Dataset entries
***
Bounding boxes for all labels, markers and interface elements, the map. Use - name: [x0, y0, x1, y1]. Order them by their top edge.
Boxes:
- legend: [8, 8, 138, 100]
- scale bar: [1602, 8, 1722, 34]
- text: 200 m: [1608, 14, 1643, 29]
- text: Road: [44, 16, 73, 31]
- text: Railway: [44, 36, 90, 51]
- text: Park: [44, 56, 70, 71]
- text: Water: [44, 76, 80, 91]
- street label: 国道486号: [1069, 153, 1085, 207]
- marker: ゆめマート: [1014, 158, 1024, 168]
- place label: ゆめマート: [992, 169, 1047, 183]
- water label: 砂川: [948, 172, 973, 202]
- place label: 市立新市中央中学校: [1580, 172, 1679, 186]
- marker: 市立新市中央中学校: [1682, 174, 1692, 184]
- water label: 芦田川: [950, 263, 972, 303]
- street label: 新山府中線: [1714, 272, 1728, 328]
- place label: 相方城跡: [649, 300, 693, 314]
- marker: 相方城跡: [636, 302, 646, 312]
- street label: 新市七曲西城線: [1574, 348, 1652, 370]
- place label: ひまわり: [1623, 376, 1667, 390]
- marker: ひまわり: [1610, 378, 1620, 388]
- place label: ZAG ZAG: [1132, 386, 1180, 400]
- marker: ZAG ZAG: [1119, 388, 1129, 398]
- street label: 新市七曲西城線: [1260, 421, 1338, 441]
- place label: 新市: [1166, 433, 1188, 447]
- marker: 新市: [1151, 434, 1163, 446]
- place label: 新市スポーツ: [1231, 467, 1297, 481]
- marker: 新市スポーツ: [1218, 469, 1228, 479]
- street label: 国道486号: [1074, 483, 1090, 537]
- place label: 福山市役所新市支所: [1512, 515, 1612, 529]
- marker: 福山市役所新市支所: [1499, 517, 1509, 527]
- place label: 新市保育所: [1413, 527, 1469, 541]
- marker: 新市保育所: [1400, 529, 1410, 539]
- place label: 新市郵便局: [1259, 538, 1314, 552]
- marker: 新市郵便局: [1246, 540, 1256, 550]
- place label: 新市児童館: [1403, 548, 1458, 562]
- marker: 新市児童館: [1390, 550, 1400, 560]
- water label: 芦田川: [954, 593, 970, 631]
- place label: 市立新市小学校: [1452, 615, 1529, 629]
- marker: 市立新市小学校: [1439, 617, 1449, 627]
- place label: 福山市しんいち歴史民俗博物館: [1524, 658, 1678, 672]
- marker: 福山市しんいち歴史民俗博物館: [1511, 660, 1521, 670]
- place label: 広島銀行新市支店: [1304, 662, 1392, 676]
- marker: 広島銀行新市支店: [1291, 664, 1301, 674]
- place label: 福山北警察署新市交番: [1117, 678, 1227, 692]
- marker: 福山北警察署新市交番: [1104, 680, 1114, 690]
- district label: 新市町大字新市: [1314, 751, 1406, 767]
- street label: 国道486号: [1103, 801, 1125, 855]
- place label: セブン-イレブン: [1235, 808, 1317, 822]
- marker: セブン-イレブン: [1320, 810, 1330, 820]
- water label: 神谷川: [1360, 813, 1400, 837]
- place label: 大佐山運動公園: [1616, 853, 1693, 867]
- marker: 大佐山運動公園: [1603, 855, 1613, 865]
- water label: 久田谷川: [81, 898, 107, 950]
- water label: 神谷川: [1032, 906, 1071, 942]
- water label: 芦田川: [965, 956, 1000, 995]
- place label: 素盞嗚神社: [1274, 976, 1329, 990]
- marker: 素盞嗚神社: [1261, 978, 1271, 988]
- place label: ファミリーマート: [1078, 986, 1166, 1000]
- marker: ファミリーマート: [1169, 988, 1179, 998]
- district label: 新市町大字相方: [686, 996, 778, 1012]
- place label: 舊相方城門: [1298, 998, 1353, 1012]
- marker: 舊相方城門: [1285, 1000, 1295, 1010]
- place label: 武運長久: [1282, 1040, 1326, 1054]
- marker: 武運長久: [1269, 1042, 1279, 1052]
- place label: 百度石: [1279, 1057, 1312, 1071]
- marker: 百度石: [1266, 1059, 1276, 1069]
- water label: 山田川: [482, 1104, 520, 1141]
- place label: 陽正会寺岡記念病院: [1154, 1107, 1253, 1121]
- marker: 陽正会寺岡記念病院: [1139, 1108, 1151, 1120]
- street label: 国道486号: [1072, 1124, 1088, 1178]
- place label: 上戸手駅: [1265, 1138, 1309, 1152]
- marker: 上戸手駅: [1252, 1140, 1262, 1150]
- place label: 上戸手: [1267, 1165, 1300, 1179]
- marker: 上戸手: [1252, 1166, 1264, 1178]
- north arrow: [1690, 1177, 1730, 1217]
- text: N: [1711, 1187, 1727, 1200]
***
Nothing in the entries above should differ when you return them in full.

Bounding boxes for all labels, markers and interface elements, the map. Use - name: [x0, y0, x1, y1]. Order them by their top edge.
Boxes:
- legend: [8, 8, 138, 100]
- scale bar: [1602, 8, 1722, 34]
- text: 200 m: [1608, 14, 1643, 29]
- text: Road: [44, 16, 73, 31]
- text: Railway: [44, 36, 90, 51]
- text: Park: [44, 56, 70, 71]
- text: Water: [44, 76, 80, 91]
- street label: 国道486号: [1069, 153, 1085, 207]
- marker: ゆめマート: [1014, 158, 1024, 168]
- place label: ゆめマート: [992, 169, 1047, 183]
- water label: 砂川: [948, 172, 973, 202]
- place label: 市立新市中央中学校: [1580, 172, 1679, 186]
- marker: 市立新市中央中学校: [1682, 174, 1692, 184]
- water label: 芦田川: [950, 263, 972, 303]
- street label: 新山府中線: [1714, 272, 1728, 328]
- place label: 相方城跡: [649, 300, 693, 314]
- marker: 相方城跡: [636, 302, 646, 312]
- street label: 新市七曲西城線: [1574, 348, 1652, 370]
- place label: ひまわり: [1623, 376, 1667, 390]
- marker: ひまわり: [1610, 378, 1620, 388]
- place label: ZAG ZAG: [1132, 386, 1180, 400]
- marker: ZAG ZAG: [1119, 388, 1129, 398]
- street label: 新市七曲西城線: [1260, 421, 1338, 441]
- place label: 新市: [1166, 433, 1188, 447]
- marker: 新市: [1151, 434, 1163, 446]
- place label: 新市スポーツ: [1231, 467, 1297, 481]
- marker: 新市スポーツ: [1218, 469, 1228, 479]
- street label: 国道486号: [1074, 483, 1090, 537]
- place label: 福山市役所新市支所: [1512, 515, 1612, 529]
- marker: 福山市役所新市支所: [1499, 517, 1509, 527]
- place label: 新市保育所: [1413, 527, 1469, 541]
- marker: 新市保育所: [1400, 529, 1410, 539]
- place label: 新市郵便局: [1259, 538, 1314, 552]
- marker: 新市郵便局: [1246, 540, 1256, 550]
- place label: 新市児童館: [1403, 548, 1458, 562]
- marker: 新市児童館: [1390, 550, 1400, 560]
- water label: 芦田川: [954, 593, 970, 631]
- place label: 市立新市小学校: [1452, 615, 1529, 629]
- marker: 市立新市小学校: [1439, 617, 1449, 627]
- place label: 福山市しんいち歴史民俗博物館: [1524, 658, 1678, 672]
- marker: 福山市しんいち歴史民俗博物館: [1511, 660, 1521, 670]
- place label: 広島銀行新市支店: [1304, 662, 1392, 676]
- marker: 広島銀行新市支店: [1291, 664, 1301, 674]
- place label: 福山北警察署新市交番: [1117, 678, 1227, 692]
- marker: 福山北警察署新市交番: [1104, 680, 1114, 690]
- district label: 新市町大字新市: [1314, 751, 1406, 767]
- street label: 国道486号: [1103, 801, 1125, 855]
- place label: セブン-イレブン: [1235, 808, 1317, 822]
- marker: セブン-イレブン: [1320, 810, 1330, 820]
- water label: 神谷川: [1360, 813, 1400, 837]
- place label: 大佐山運動公園: [1616, 853, 1693, 867]
- marker: 大佐山運動公園: [1603, 855, 1613, 865]
- water label: 久田谷川: [81, 898, 107, 950]
- water label: 神谷川: [1032, 906, 1071, 942]
- water label: 芦田川: [965, 956, 1000, 995]
- place label: 素盞嗚神社: [1274, 976, 1329, 990]
- marker: 素盞嗚神社: [1261, 978, 1271, 988]
- place label: ファミリーマート: [1078, 986, 1166, 1000]
- marker: ファミリーマート: [1169, 988, 1179, 998]
- district label: 新市町大字相方: [686, 996, 778, 1012]
- place label: 舊相方城門: [1298, 998, 1353, 1012]
- marker: 舊相方城門: [1285, 1000, 1295, 1010]
- place label: 武運長久: [1282, 1040, 1326, 1054]
- marker: 武運長久: [1269, 1042, 1279, 1052]
- place label: 百度石: [1279, 1057, 1312, 1071]
- marker: 百度石: [1266, 1059, 1276, 1069]
- water label: 山田川: [482, 1104, 520, 1141]
- place label: 陽正会寺岡記念病院: [1154, 1107, 1253, 1121]
- marker: 陽正会寺岡記念病院: [1139, 1108, 1151, 1120]
- street label: 国道486号: [1072, 1124, 1088, 1178]
- place label: 上戸手駅: [1265, 1138, 1309, 1152]
- marker: 上戸手駅: [1252, 1140, 1262, 1150]
- place label: 上戸手: [1267, 1165, 1300, 1179]
- marker: 上戸手: [1252, 1166, 1264, 1178]
- north arrow: [1690, 1177, 1730, 1217]
- text: N: [1711, 1187, 1727, 1200]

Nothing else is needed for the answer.